**STORED DATA**
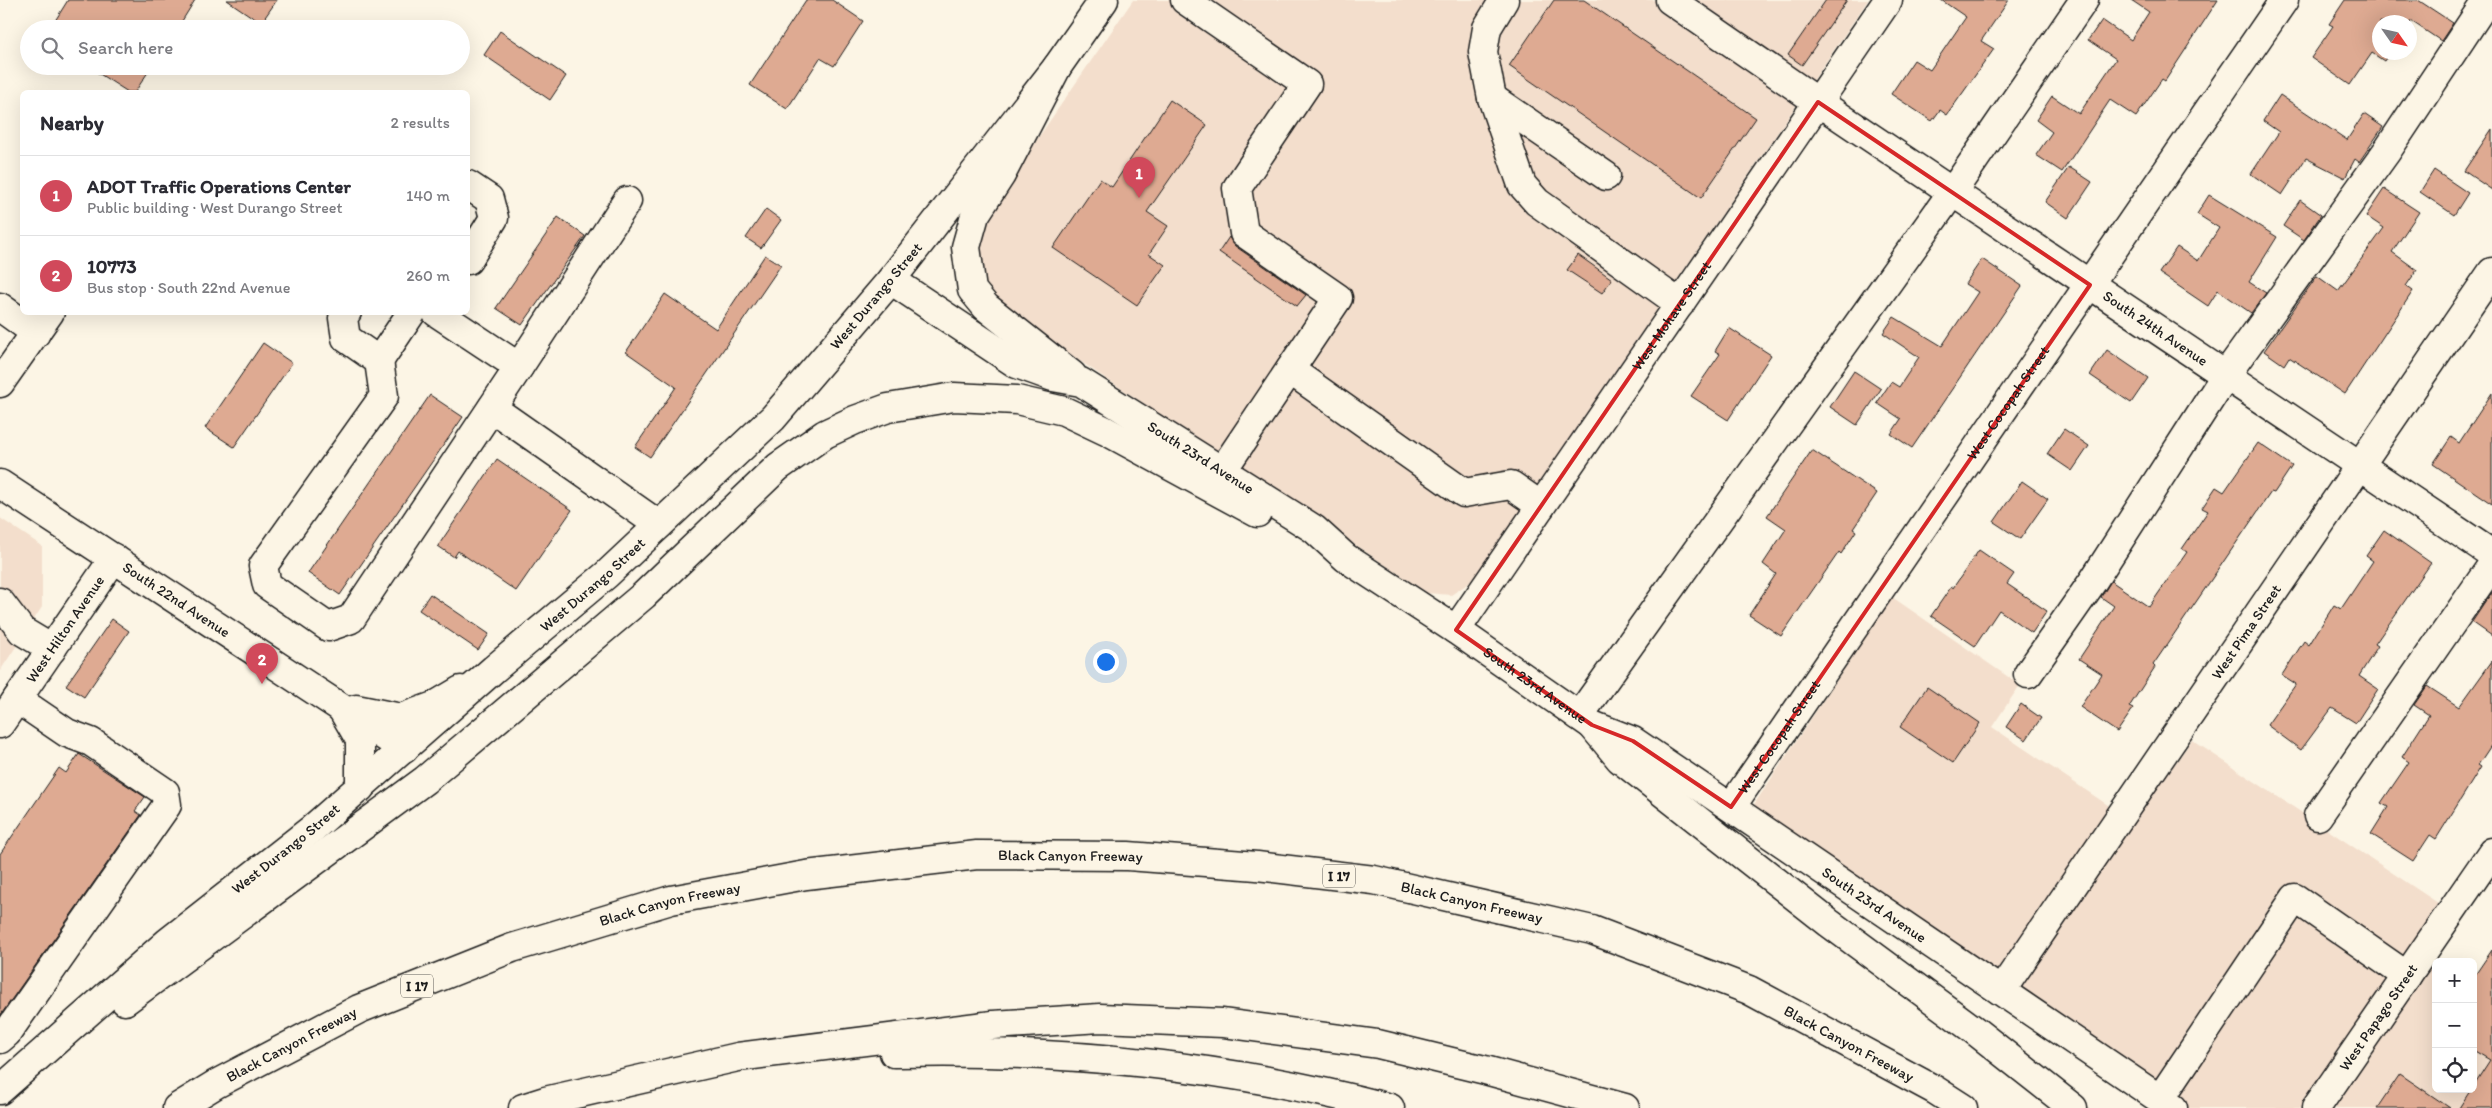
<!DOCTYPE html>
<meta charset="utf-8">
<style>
:root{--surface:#fff;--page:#f7f7f7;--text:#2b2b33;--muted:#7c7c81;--line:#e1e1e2;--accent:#d1495b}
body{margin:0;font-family:Itim,sans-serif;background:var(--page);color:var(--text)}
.controls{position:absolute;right:15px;bottom:15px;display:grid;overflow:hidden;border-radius:8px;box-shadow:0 5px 20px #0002}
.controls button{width:45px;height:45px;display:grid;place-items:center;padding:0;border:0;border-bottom:1px solid var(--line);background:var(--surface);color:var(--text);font:25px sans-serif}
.compass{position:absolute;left:2372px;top:15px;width:45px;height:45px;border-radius:50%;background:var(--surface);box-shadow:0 5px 20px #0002;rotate:124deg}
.you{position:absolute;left:1105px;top:661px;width:18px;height:18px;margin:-12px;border:4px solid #fff;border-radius:50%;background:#1a73e8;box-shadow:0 0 0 8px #1a73e833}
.badge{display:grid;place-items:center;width:32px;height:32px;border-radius:50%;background:var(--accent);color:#fff;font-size:16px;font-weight:700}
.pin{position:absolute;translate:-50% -41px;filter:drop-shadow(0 1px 2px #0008)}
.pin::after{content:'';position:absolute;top:26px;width:18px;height:15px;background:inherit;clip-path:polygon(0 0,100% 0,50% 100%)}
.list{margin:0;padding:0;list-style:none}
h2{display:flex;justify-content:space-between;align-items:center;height:65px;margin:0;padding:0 20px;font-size:21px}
h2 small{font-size:16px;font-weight:400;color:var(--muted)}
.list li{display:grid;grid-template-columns:32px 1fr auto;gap:15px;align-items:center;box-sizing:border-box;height:80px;padding:0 20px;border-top:1px solid var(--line)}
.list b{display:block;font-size:19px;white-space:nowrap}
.list p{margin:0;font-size:16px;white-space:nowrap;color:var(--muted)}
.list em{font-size:16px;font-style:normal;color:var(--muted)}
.icon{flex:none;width:28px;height:28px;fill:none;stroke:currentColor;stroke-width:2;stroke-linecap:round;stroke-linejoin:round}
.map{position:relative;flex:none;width:2492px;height:1108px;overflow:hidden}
.search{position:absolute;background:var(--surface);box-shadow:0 5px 20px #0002;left:20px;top:20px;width:450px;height:55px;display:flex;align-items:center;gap:12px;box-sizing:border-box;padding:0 18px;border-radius:28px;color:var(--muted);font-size:19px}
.panel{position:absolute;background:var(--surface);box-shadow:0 5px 20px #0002;left:20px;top:90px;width:450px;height:225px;border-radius:8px}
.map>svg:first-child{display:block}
.built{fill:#f3decc}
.building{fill:#deaa92;stroke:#1c1c1c}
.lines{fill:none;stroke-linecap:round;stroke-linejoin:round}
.minor-casing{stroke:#1c1c1c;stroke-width:31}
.major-casing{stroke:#1c1c1c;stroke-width:31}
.highway-casing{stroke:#1c1c1c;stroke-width:31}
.minor{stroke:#fcf5e5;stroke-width:28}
.major{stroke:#fcf5e5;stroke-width:28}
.highway{stroke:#fcf5e5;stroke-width:28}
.marked{fill:none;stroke:#d62828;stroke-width:4;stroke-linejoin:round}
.labels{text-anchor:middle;stroke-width:4;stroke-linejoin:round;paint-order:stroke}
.shield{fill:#fcf5e5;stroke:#5f5d58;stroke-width:1}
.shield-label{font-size:14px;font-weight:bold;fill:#1c1c1c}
.street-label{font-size:15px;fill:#1c1c1c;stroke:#fcf5e5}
</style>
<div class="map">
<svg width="2492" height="1108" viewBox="0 0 2492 1108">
<rect width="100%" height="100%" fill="#fcf5e5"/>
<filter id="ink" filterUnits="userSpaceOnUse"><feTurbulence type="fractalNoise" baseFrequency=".02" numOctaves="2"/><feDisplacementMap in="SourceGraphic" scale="10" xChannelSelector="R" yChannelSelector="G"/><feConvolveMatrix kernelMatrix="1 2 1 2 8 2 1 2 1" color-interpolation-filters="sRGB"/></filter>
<g filter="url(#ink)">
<!-- built -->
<g class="built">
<polygon points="1133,0 1868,0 1472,581 1451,595 1427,593 999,307 984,283 976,257 980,227 1003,189"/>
<polygon points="0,518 42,546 42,607 0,671"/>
<polygon points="1892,597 2020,685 1992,727 2133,822 2192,740 2462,919 2435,959 2439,962 2436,962 2436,1089 2473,1089 2473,985 2492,998 2492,1108 2187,1108 1751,809"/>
</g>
<!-- building -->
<g class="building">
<polygon points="68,0 195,0 177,29 50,29"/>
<polygon points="227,0 277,0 261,23"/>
<polygon points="806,0 832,0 863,21 834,66 820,58 787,109 750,85"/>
<polygon points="1554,0 1584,0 1756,118 1701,198 1509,66"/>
<polygon points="1826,0 1847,0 1802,65 1788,55"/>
<polygon points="1941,0 2009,0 1981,41 1994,49 1947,115 1940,110 1932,121 1891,94 1914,60 1930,70 1966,17"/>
<polygon points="2131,0 2218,0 2165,81 2162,79 2136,117 2110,100 2062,172 2036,155 2052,132 2036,120 2052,96 2079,114 2116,59 2088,40 2102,20 2131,40 2149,12"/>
<polygon points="2345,0 2418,0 2453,23 2441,41 2411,21 2410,24 2380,22 2380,52 2390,52 2384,61 2372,53 2350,85 2311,58 2333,26 2329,24"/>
<polygon points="500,31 566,76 550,100 484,55"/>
<polygon points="87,66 152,66 135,92 128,92"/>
<polygon points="2280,95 2347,140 2364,114 2383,127 2359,162 2355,159 2345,178 2306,158 2282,195 2251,174 2279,132 2263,121"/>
<polygon points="1170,100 1207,125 1147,212 1168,226 1149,254 1165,265 1137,305 1053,248 1100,179 1112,187"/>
<polygon points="2492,129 2492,190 2464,171"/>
<polygon points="2069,167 2092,182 2068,218 2045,202"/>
<polygon points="2434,170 2468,193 2454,215 2420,192"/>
<polygon points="2384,189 2419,212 2392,252 2417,270 2406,286 2413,291 2345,394 2289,357 2284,365 2264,351 2317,276 2338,291 2384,228 2366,216"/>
<polygon points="2209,195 2277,237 2249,282 2266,293 2251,313 2218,290 2208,306 2159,273 2177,247 2198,261 2219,228 2197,214"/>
<polygon points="2300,200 2321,215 2304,240 2283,226"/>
<polygon points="766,209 781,220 761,248 746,238"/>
<polygon points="558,217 585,236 522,325 496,308"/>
<polygon points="1229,237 1235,246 1306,295 1297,306 1219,252"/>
<polygon points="765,255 781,265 650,457 635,447 676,387 626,352 665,294 716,329"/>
<polygon points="1578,255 1612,279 1602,293 1567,270"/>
<polygon points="1982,259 2022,286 1912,448 1891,434 1901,419 1877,403 1891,382 1899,387 1919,357 1883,333 1894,317 1942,346 1978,292 1965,284"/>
<polygon points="1729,328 1771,355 1728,420 1691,396 1720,354 1715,351"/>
<polygon points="263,343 292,363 234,447 205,428"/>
<polygon points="2107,350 2148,378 2131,403 2090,375"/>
<polygon points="1854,371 1881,389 1857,425 1830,407"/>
<polygon points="2492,393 2492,504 2433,464 2451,437 2459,443"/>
<polygon points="430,395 463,417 340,595 308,573"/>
<polygon points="2064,429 2089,446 2072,471 2047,454"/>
<polygon points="2258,443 2292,466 2274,493 2271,492 2153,665 2155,667 2129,707 2133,709 2117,732 2080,707 2102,674 2079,659 2114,606 2101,597 2111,581 2149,607 2187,552 2182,549 2208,511 2202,508 2216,487 2224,492"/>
<polygon points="1812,450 1877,493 1853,529 1856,531 1841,554 1839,552 1781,636 1749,615 1776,574 1763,564 1786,529 1767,516"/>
<polygon points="497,459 572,510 516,591 458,551 454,557 438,546"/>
<polygon points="2022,481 2048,499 2020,539 1994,522"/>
<polygon points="2384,530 2431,563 2375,644 2378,646 2359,676 2378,689 2356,723 2332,708 2301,750 2267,725 2296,684 2282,675 2304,641 2309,645 2334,605 2341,609 2373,561 2366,556"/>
<polygon points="1979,550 2014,574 2007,584 2047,611 2032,633 1999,610 1975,646 1931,616 1951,587 1953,588"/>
<polygon points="2492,592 2492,636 2472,622"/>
<polygon points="430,594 489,634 478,650 419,610"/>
<polygon points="112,619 129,631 84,697 66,685"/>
<polygon points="2492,661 2492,744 2478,765 2481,767 2436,839 2430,835 2413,861 2371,834 2388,807 2381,803 2409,762 2402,757 2429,715 2414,705 2427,686 2459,707"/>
<polygon points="1927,687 1980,723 1953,763 1900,727"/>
<polygon points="2021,704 2041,718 2026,740 2006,727"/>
<polygon points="79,754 145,797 135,811 141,815 0,1016 0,854 59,768 66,773"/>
<polygon points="2492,950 2492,1108 2459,1108 2490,1060 2473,1050 2473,978"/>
<polygon points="2400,1074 2450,1108 2377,1108"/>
</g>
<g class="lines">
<!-- minor casing -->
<g class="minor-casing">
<g id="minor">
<polyline points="1185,0 1307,84 1237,188 1244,233 1338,298 1222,471"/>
<polyline points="1504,0 1487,28 1483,52 1492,98 1522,185 1537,202 1680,304"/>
<path id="s1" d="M 1670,0 L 1818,102 L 2492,554"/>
<polyline points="1492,98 1606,176"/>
<polyline points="468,185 489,199 494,218 468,260"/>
<polyline points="891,280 1057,67 1104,0"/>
<polyline points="0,307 36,333"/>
<polyline points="347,312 343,318 346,338 379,361 384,396 263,566 267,585 328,627 351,619 519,367 436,312"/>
<polyline points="379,361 412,312"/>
<polyline points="519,367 627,201"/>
<polyline points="1290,370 1464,493 1511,485 1541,506"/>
<polyline points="0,383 50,312"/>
<polyline points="492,408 659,525"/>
<path id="s2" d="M 0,484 L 404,749"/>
<polyline points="0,602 22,631 52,649"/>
<path id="s3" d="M 1456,630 L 1888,0"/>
<polyline points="2028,674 2093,581 2225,376 2387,151 2487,0"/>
<polyline points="342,709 360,740 360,788"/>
<polyline points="356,709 401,718 434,706 461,690"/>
<polyline points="1579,716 1953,191 2084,0"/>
<path id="s4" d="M 0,724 L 114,558"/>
<path id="s5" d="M 1731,807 L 2284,0"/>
<polyline points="2318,816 2492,565"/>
<path id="s6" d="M 2001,991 L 2492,272"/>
<polyline points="0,1039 7,1033 167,805 165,792 91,742 67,733 17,699"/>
<polyline points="2160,1099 2295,898 2407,976"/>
<path id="s7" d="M 2316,1108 L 2492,852"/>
</g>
</g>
<!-- major casing -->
<g class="major-casing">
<g id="major">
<polyline points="1057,67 1001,175 975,215 966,247 972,290 986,307 1072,375"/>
<polyline points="125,1001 425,780 644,595 778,467 825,434 855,420 888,408 954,397 1017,400 1064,411 1106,431 1257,513"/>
<path id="s8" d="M 0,1090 L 168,942 L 312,829 L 494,669 L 606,575 L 773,418 L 891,280 L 1017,364 L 1053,377 L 1081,382 L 1314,529 L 1346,558 L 1456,630 L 1592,725 L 1633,741 L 2173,1108"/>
</g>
</g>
<!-- highway casing -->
<g class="highway-casing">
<g id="highway">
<polyline points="1592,725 1620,759 1829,923 1974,1030 2073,1108"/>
<path d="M 894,1053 C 1065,1049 1225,1065 1390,1108"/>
<path id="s9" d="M 177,1108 L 216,1084 L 359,1009 L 512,948 L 671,900 L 806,875 L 977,855 L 1128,856 L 1257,866 L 1374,880 L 1592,930 L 1749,990 L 1935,1090 L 1963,1108"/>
<polyline points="523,1108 545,1101 738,1057 993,1025 1100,1018 1223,1023 1378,1044 1485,1070 1625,1108"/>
</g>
</g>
<!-- minor -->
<use href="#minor" class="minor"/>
<!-- major -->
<use href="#major" class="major"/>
<!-- highway -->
<use href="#highway" class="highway"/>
</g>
</g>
<!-- marked area -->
<path class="marked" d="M 1818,102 L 2090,285 L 1731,807 L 1633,741 L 1592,725 L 1456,630 Z"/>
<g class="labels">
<!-- shield labels -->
<g class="shield">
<rect x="1323" y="864.5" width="32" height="23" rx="4"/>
<rect x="401" y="974.5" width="32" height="23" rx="4"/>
</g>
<g class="shield-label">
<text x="1339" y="881">I 17</text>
<text x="417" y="991">I 17</text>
</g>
<!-- street labels -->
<g class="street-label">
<text transform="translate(876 296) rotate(-50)" y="5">West Durango Street</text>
<text dy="5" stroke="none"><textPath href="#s3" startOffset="381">West Mohave Street</textPath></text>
<text dy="5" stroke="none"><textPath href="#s1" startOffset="586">South 24th Avenue</textPath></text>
<text dy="5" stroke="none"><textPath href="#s5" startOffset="490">West Cocopah Street</textPath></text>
<text dy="5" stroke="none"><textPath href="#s8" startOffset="1566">South 23rd Avenue</textPath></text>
<text dy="5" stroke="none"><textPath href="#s8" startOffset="779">West Durango Street</textPath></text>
<text dy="5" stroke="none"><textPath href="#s2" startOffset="211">South 22nd Avenue</textPath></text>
<text dy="5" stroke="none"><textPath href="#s4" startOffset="115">West Hilton Avenue</textPath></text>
<text dy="5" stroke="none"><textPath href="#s6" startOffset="435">West Pima Street</textPath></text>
<text dy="5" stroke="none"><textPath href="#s8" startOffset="1971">South 23rd Avenue</textPath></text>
<text dy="5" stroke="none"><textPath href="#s5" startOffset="85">West Cocopah Street</textPath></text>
<text dy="5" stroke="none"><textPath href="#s8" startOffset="374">West Durango Street</textPath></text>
<text dy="5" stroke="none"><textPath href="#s9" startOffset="941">Black Canyon Freeway</textPath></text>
<text dy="5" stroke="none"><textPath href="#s9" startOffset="1346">Black Canyon Freeway</textPath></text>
<text dy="5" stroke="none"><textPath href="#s9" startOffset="536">Black Canyon Freeway</textPath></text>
<text dy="5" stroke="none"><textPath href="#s8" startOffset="2376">South 23rd Avenue</textPath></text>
<text dy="5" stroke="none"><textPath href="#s7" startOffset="110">West Papago Street</textPath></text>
<text dy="5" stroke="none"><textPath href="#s9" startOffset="1751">Black Canyon Freeway</textPath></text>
<text dy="5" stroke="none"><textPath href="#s9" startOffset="131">Black Canyon Freeway</textPath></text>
</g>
</g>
</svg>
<div class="controls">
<button>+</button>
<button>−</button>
<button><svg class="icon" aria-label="locate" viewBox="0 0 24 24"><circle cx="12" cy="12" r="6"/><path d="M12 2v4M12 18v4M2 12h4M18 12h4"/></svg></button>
</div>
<svg class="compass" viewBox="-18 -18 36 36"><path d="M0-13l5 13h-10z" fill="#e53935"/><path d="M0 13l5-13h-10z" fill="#7c7c81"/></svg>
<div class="you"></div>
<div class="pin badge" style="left:1139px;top:198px">1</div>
<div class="pin badge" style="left:262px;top:684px">2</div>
<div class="search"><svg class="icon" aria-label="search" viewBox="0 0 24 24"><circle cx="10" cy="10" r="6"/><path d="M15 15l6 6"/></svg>Search here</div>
<section class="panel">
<h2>Nearby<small>2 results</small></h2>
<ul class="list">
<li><span class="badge">1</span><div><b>ADOT Traffic Operations Center</b><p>Public building · West Durango Street</p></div><em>140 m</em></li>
<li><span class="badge">2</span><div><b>10773</b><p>Bus stop · South 22nd Avenue</p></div><em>260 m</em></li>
</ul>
</section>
</div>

**EXERCISE OBJECTIVE**
The word "linecap" appears in some lines of the data. Copy every one of those lines.

**TASK RESPONSE**
.icon{flex:none;width:28px;height:28px;fill:none;stroke:currentColor;stroke-width:2;stroke-linecap:round;stroke-linejoin:round}
.lines{fill:none;stroke-linecap:round;stroke-linejoin:round}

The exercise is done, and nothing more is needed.